Introduction: Quality and outcomes registry platforms lie at the center of all emerging evidence-driven reform models and will be used to inform decision makers in healthcare delivery. However, obtaining outcomes data from patients 12 months after spine surgery remains a challenge. We set out to determine whether 3-month patient reported outcomes(PROs) accurately predict 12-month outcomes.
Methods: Patients undergoing spine surgery for degenerative spine disease over a two-year period were enrolled in a prospective longitudinal registry. PROs(NRS, ODI, NDI, SF-12, EQ-5D and Zung Depression) were recorded prospectively at baseline, 3-months and 12-months. Linear regression was performed to determine the independent association of three and twelve month outcome. ROC curve analysis was performed to determine whether improvement in general health state(EQ-5D) and disability(ODI/NDI) at 3-months accurately predicted improvement and achievement of MCID at 12-month.
Results: A total of 700 patients were included(Lumbar=593;Cervical=107). There was a significant correlation between 3-mo and 12-mo EQ-5D(r=0.71; p<0.0001) and ODI/NDI(r=0.70; p<0.0001). After adjustment, 3-month PROs remained independently associated with 12-month scores(p<0.001). For ODI/NDI, achieving MCID at 3-months accurately predicted 12-month MCID with only 62.6% specificity and 86.8% sensitivity for lumbar surgery and 43.8% specificity and 92.3% sensitivity for cervical surgery,Figure 2. For EQ5D, achieving MCID at 3-months accurately predicted 12-month MCID with only 87.7% specificity and 87.2% sensitivity for lumbar and 81.9% specificity and 82.1% sensitivity for cervical surgery,Figure 2. Three-month outcome remained a poorly accurate marker for 12-month outcome for all lumbar and cervical surgery subsets,Figure 3.
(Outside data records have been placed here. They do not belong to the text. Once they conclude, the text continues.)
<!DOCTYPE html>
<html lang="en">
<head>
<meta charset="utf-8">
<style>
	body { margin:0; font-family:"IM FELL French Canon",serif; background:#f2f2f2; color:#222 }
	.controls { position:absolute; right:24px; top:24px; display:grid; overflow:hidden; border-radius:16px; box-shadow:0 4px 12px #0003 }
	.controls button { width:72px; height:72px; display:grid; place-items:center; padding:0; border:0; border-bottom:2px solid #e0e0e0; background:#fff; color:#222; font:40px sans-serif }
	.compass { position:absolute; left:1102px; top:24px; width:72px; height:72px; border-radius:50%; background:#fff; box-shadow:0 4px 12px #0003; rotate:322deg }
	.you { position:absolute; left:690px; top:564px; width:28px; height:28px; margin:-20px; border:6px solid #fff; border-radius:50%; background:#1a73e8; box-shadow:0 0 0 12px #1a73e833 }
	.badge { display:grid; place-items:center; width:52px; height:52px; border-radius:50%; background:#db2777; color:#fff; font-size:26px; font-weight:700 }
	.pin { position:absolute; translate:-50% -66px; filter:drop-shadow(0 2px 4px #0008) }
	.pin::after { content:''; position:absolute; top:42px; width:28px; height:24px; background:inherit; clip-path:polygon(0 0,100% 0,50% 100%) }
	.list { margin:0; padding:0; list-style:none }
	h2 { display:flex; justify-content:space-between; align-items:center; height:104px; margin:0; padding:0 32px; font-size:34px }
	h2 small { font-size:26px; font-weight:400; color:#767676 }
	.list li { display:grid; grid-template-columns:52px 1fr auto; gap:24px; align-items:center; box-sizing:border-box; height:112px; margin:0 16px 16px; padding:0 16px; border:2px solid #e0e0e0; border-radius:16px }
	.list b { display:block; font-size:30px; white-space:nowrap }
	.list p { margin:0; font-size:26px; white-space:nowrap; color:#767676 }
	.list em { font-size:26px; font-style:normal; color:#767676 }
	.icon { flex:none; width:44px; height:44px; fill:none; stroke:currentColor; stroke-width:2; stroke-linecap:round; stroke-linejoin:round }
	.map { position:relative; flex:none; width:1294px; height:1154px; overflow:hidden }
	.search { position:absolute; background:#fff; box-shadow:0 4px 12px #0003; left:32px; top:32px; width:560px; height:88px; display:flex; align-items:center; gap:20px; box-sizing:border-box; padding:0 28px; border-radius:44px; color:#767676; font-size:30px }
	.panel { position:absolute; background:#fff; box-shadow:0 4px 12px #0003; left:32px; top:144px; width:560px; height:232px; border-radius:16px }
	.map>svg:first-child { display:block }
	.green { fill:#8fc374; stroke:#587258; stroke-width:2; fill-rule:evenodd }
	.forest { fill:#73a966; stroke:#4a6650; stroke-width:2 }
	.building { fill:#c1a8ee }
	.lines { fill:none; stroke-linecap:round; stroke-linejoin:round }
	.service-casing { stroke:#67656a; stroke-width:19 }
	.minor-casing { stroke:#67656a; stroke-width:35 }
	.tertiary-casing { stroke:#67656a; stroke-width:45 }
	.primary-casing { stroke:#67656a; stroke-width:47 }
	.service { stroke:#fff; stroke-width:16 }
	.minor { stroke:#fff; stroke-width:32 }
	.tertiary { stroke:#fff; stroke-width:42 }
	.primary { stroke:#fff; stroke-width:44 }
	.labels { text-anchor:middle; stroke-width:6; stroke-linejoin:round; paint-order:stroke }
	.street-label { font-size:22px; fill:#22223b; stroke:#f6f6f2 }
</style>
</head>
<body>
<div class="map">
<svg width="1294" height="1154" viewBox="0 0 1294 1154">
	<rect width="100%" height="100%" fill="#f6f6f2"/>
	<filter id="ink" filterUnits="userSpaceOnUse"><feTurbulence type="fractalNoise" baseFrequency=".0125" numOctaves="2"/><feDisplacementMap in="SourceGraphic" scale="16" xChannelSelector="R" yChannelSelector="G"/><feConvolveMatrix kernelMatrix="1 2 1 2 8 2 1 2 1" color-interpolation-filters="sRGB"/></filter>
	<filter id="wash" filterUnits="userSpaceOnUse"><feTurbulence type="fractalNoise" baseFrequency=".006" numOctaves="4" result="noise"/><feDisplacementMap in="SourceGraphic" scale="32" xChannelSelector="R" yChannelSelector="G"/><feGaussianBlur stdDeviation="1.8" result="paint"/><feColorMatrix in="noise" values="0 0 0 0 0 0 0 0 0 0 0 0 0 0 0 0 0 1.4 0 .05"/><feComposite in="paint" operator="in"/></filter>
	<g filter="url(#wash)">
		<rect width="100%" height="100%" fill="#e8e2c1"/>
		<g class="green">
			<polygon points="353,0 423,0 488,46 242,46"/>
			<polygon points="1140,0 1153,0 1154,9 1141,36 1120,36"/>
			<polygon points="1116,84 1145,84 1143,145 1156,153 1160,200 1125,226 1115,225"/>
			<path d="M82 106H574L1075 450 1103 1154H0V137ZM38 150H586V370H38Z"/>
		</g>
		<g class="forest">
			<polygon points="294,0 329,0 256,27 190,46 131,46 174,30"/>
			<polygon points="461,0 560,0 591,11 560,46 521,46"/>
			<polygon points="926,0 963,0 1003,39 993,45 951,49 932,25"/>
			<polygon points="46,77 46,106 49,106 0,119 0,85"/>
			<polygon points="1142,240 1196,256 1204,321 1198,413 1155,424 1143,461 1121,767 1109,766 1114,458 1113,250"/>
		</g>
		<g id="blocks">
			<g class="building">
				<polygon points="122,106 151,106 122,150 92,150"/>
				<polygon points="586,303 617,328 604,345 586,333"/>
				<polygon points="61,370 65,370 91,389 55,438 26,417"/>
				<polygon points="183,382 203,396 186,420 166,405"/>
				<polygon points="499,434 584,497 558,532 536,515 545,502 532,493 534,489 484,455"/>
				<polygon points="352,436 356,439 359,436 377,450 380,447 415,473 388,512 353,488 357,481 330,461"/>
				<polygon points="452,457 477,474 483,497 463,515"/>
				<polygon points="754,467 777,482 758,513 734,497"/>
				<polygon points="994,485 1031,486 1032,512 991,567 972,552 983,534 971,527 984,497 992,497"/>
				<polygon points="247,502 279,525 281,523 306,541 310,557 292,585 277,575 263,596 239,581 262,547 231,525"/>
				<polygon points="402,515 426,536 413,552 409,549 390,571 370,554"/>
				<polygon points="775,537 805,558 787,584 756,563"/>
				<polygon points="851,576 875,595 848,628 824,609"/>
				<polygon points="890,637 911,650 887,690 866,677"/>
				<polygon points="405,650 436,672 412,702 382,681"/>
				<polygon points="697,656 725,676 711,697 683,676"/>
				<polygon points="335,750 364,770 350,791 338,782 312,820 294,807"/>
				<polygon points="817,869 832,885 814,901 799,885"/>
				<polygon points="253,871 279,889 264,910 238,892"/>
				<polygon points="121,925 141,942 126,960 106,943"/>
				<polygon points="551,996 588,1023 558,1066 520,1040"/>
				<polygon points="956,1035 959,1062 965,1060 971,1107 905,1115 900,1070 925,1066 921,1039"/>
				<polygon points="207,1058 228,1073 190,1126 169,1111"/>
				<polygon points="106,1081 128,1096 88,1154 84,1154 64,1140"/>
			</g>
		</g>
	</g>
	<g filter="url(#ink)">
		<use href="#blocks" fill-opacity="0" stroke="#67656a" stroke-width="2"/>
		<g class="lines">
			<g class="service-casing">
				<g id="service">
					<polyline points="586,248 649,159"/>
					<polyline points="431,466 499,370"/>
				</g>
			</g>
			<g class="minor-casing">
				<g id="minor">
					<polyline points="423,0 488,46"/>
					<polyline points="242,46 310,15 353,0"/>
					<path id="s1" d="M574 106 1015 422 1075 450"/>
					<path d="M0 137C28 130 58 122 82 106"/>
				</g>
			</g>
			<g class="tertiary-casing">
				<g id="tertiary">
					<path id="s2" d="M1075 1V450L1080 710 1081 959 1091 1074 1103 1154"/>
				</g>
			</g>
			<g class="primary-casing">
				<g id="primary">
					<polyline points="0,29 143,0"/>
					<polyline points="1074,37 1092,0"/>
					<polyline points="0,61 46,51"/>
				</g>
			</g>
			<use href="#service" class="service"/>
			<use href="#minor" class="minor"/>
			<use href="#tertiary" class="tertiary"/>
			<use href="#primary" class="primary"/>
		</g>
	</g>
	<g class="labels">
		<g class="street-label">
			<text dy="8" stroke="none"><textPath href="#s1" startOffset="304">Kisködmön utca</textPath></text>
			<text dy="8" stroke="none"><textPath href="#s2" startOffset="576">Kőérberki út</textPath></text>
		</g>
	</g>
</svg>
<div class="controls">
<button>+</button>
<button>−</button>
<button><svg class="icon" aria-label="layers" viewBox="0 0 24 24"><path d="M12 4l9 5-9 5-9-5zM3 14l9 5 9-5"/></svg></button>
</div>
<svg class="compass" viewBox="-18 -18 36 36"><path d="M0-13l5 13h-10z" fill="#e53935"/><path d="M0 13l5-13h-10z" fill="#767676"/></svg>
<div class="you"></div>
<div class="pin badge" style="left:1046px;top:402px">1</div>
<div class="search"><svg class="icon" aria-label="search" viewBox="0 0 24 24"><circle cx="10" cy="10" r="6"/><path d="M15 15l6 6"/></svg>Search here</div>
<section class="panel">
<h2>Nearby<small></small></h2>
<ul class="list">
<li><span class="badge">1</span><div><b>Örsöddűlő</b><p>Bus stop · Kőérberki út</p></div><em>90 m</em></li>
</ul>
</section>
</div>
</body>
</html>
Conclusions: In a prospective registry, PROs at 3 months do not reliably predict outcomes 12-month after spine surgery. Many patients failing to benefit from surgery by 3months do so by 12months. Many patients reporting meaningful improvement by 3 months report loss of benefit at 12months. Prospective longitudinal spine outcomes registries need to span at least 12months to identify effective versus non-effective patient care.
Patient Care: Our research highlights that outcomes at 3 months do not reliably predict outcomes 12-month after spine surgery. Therefore, prospective longitudinal spine outcomes registries need to span at least 12months to identify effective versus non-effective patient care.
Learning Objectives: At the end of the session, participants should be able to: 1) Understand the correlation between 3-month and 12-month patient reported outcomes; 2) Determine that PROs at 3 months do not reliably predict outcomes 12-month after spine surgery; 3) Understand that prospective longitudinal spine outcomes registries need to span at least 12months to identify effective versus non-effective patient care.